磨蹭地凑过去,陶悦用嘴含住拉锁,轻轻往下拉,一股腥膻的热气扑面,隔着内裤,陶悦伸出舌头轻轻舔一下,接着隔着布料缓慢地舔弄,直到头顶逐渐传来陈原的粗喘声,轻咬着一小块布料下拉,当陈原的性器弹到脸上的时候,陶悦发觉自己还是高估了自己的心理承受能力,在强烈的想逃跑的冲动之下,她张开嘴,将那个狰狞丑陋的玩意儿含到嘴里舔舐。
“这么熟练,平时没少吃鸡巴,对吗,小母狗?”陈原说着用手摸了摸她的头。
陶悦对陈原的下流话充耳不闻,她在心里默数着,等她数到一万个数的时候,一切就都能结束了。

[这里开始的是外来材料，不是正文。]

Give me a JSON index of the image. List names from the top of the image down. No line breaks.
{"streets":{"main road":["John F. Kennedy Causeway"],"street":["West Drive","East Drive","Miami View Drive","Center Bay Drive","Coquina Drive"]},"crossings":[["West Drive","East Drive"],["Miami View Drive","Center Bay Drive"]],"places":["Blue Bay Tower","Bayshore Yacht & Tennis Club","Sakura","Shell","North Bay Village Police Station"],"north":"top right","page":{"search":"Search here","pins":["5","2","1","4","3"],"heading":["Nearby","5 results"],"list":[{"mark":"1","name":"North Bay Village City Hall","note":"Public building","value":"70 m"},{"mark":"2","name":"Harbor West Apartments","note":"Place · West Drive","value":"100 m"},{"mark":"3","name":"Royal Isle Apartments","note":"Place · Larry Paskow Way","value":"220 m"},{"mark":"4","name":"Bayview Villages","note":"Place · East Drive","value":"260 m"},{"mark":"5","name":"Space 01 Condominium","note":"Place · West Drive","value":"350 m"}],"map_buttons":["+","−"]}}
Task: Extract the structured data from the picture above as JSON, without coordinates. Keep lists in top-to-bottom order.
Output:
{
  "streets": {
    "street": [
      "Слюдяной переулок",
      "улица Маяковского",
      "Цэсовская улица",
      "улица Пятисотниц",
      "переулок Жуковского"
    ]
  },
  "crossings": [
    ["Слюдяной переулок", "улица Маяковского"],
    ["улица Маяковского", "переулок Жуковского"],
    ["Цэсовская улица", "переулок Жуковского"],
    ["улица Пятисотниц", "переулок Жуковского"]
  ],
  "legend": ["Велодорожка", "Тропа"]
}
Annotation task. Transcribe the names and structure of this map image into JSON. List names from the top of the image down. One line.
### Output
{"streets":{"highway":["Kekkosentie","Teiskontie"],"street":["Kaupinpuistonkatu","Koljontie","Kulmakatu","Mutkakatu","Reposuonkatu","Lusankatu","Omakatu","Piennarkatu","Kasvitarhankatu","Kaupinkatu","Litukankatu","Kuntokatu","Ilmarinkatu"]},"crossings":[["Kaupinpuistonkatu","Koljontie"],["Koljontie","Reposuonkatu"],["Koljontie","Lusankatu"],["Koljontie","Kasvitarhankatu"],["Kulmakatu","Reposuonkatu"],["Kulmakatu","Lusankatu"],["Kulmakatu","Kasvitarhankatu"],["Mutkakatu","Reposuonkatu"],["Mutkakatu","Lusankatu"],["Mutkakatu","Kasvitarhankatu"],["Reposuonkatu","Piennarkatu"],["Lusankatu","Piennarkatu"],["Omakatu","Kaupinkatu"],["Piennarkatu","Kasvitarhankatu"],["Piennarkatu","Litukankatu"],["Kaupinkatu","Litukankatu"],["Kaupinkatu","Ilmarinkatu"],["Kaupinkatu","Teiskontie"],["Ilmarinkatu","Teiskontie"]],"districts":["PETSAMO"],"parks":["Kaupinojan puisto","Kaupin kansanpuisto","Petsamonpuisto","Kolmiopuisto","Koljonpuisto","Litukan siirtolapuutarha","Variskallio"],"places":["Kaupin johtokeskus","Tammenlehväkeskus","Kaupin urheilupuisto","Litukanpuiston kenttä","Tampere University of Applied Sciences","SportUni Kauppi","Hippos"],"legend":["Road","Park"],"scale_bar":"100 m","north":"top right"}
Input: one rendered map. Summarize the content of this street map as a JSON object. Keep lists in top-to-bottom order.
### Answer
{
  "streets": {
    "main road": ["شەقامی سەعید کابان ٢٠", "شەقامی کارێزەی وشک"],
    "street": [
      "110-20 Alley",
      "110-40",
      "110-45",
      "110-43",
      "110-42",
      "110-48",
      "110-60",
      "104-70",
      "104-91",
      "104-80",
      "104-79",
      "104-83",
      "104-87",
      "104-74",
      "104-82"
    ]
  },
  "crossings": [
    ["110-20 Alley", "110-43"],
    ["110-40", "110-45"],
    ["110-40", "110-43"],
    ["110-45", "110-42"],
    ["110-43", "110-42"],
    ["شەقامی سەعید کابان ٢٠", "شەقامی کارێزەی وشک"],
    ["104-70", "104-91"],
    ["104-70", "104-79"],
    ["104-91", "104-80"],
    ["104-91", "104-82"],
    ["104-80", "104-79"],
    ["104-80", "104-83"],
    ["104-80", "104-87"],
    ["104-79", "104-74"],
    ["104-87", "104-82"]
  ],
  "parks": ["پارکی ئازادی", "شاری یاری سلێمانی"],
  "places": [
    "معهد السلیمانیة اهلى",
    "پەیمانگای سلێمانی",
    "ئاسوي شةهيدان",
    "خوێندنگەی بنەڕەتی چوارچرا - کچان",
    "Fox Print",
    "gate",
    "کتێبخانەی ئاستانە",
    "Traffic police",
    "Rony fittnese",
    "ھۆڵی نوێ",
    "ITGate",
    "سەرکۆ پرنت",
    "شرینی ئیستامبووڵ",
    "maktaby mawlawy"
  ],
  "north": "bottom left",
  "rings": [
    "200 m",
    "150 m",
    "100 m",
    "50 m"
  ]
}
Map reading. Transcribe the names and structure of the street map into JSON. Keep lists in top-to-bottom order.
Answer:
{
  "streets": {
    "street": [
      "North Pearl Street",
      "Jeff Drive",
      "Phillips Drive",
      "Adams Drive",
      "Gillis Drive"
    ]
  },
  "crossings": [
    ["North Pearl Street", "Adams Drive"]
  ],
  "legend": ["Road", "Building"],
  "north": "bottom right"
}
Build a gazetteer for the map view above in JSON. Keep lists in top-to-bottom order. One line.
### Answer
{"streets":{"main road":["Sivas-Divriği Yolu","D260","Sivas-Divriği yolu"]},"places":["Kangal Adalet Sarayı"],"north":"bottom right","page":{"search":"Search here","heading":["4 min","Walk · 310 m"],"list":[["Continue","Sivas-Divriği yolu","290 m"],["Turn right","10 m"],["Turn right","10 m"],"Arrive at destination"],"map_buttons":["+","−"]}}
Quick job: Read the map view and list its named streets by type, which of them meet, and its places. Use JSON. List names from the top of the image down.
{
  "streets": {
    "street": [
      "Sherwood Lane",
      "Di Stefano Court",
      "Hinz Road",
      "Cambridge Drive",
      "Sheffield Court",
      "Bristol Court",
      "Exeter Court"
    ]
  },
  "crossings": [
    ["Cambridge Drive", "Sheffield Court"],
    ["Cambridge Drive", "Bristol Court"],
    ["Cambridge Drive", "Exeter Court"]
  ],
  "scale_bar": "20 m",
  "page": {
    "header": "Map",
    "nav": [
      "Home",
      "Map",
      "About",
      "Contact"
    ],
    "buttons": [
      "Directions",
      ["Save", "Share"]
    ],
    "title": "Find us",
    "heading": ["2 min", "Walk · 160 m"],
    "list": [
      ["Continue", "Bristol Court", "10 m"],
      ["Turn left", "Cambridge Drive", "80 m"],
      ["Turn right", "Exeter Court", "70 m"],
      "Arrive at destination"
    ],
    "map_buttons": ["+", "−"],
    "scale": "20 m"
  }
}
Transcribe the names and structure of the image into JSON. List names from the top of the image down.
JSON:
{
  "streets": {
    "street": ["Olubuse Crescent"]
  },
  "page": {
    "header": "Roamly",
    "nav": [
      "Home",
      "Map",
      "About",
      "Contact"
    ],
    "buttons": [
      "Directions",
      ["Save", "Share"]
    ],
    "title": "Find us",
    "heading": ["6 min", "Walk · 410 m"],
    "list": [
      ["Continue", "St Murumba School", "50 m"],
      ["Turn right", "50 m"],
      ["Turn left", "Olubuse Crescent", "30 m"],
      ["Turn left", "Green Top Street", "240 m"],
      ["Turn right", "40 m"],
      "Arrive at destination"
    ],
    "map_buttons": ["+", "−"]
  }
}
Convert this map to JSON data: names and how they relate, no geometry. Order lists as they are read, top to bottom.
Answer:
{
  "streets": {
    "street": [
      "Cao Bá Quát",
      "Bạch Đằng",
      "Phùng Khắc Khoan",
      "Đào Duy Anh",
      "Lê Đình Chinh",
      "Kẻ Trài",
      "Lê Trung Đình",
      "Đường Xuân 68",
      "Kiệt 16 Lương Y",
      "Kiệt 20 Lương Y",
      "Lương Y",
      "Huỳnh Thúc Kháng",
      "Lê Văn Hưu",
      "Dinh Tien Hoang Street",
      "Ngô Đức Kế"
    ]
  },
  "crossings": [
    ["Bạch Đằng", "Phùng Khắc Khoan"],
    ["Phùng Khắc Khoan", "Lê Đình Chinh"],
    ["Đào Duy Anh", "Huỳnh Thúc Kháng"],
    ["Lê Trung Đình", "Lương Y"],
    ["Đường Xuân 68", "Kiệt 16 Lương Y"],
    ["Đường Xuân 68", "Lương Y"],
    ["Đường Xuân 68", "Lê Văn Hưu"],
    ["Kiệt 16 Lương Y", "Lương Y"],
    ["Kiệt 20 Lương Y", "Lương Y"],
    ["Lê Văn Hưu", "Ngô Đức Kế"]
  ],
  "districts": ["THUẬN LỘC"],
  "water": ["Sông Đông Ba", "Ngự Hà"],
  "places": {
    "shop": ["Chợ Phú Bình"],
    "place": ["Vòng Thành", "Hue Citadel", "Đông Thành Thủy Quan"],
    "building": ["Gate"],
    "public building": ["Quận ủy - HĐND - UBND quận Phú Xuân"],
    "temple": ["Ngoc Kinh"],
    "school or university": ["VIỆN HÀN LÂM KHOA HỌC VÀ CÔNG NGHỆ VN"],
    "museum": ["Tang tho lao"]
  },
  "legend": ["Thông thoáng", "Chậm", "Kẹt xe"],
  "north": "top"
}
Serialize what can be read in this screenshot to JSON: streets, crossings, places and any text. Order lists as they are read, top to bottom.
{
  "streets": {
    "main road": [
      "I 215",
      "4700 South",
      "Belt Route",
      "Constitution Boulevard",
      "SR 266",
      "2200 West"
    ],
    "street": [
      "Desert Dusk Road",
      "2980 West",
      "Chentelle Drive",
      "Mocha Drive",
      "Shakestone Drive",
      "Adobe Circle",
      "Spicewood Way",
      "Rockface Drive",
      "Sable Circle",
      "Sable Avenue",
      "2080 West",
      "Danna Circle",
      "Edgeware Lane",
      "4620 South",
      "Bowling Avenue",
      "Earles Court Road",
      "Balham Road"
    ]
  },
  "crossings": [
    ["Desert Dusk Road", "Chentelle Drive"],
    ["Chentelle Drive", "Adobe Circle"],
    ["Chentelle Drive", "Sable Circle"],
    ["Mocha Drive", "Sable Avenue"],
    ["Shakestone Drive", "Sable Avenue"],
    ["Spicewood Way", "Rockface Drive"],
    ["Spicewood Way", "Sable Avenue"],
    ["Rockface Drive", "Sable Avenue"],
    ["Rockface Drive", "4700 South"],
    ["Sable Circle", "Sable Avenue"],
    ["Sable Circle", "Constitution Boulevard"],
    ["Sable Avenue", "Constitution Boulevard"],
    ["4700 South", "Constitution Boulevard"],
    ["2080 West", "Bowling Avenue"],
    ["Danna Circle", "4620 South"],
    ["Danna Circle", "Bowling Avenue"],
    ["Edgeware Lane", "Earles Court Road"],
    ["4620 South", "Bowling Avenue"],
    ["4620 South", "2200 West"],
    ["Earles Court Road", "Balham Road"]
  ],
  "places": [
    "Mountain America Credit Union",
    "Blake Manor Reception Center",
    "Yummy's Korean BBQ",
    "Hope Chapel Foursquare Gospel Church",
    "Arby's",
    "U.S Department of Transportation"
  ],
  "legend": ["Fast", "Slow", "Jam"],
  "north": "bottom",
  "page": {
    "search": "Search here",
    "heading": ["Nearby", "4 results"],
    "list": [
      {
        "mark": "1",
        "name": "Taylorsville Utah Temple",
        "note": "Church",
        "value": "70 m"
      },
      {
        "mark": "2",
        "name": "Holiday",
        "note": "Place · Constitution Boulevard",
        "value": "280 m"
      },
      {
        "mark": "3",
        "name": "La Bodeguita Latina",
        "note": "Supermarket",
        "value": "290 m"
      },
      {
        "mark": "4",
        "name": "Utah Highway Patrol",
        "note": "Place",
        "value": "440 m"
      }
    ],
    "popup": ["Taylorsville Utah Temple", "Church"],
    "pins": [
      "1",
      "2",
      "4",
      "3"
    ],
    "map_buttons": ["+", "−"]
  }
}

对陶悦的沉默,陈原有些不开心,动作轻柔地撩起她的长发,别到耳后,托着她的脸,欣赏她不甘却卖力的吞吐。那双眼微睁着,看不出情绪,脸颊鼓鼓的,比哭丧着脸好看多。那张小嘴根本吃不下,口水顺着嘴角流下,看起来很色。陈原的呼吸越发急促,原本假装柔情托着她脸的手插进她的发间,揪住她的发,然后发狠地把她往自己胯下摁。粗硬的性器顶到喉咙,疼痛与干呕都被迫咽下。陈原把她的嘴当成一个器物一样操弄着。耻毛刮擦着脸颊。生理眼泪不停流下。陶悦总不记得自己数到哪里,又要在心里重新数。
时间一直在流逝。只要痛苦的时间过去。一切就都过去了,包括痛苦。
嘴被操到麻木的时候,陈原说了句“咽下去”才放开她。
努力忽视那种恶心粘稠的感觉,陶悦吃力的咽下嘴里腥膻的精液,下一秒便无法控制地弯下腰呕吐。吐出一摊混着血的白色粘液。
“操,你还嫌弃老子!”陈原狠狠扇她一巴掌,抬起长腿猛地一脚给人踹实在地上。
陶悦脑海忽然却闪现似曾相识的画面。
好久了。被她封锁多年的记忆。此刻却在脑海中闪回着。很模糊,但是很熟悉。是一个小女孩,不断被踹倒在地的场景。